Return the listing below in full, exactly.
*****
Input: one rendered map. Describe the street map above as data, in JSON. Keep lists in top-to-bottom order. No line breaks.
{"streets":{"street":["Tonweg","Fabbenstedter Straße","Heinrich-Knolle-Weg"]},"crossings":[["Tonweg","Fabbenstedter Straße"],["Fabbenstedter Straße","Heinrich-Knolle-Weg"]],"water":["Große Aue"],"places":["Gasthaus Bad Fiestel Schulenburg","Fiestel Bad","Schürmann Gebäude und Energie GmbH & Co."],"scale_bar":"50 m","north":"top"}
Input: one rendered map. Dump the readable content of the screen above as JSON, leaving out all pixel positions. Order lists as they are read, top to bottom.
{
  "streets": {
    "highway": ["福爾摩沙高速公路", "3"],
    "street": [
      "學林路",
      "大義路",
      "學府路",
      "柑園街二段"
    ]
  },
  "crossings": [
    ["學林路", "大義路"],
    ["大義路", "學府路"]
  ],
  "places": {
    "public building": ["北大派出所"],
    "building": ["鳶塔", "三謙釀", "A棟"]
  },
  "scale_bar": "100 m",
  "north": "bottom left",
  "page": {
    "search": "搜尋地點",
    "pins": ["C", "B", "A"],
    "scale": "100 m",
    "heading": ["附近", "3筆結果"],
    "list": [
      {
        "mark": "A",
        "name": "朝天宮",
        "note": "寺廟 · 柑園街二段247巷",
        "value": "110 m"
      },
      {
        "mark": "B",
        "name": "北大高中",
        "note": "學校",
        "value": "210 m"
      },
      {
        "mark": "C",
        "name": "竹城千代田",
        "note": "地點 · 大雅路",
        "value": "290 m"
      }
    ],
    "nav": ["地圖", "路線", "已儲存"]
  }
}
*****
**Output of the task**:
Input: one rendered map. Describe the street map above as data, in JSON. Keep lists in top-to-bottom order. No line breaks.
{"streets":{"street":["Tonweg","Fabbenstedter Straße","Heinrich-Knolle-Weg"]},"crossings":[["Tonweg","Fabbenstedter Straße"],["Fabbenstedter Straße","Heinrich-Knolle-Weg"]],"water":["Große Aue"],"places":["Gasthaus Bad Fiestel Schulenburg","Fiestel Bad","Schürmann Gebäude und Energie GmbH & Co."],"scale_bar":"50 m","north":"top"}
Input: one rendered map. Dump the readable content of the screen above as JSON, leaving out all pixel positions. Order lists as they are read, top to bottom.
{
  "streets": {
    "highway": ["福爾摩沙高速公路", "3"],
    "street": [
      "學林路",
      "大義路",
      "學府路",
      "柑園街二段"
    ]
  },
  "crossings": [
    ["學林路", "大義路"],
    ["大義路", "學府路"]
  ],
  "places": {
    "public building": ["北大派出所"],
    "building": ["鳶塔", "三謙釀", "A棟"]
  },
  "scale_bar": "100 m",
  "north": "bottom left",
  "page": {
    "search": "搜尋地點",
    "pins": ["C", "B", "A"],
    "scale": "100 m",
    "heading": ["附近", "3筆結果"],
    "list": [
      {
        "mark": "A",
        "name": "朝天宮",
        "note": "寺廟 · 柑園街二段247巷",
        "value": "110 m"
      },
      {
        "mark": "B",
        "name": "北大高中",
        "note": "學校",
        "value": "210 m"
      },
      {
        "mark": "C",
        "name": "竹城千代田",
        "note": "地點 · 大雅路",
        "value": "290 m"
      }
    ],
    "nav": ["地圖", "路線", "已儲存"]
  }
}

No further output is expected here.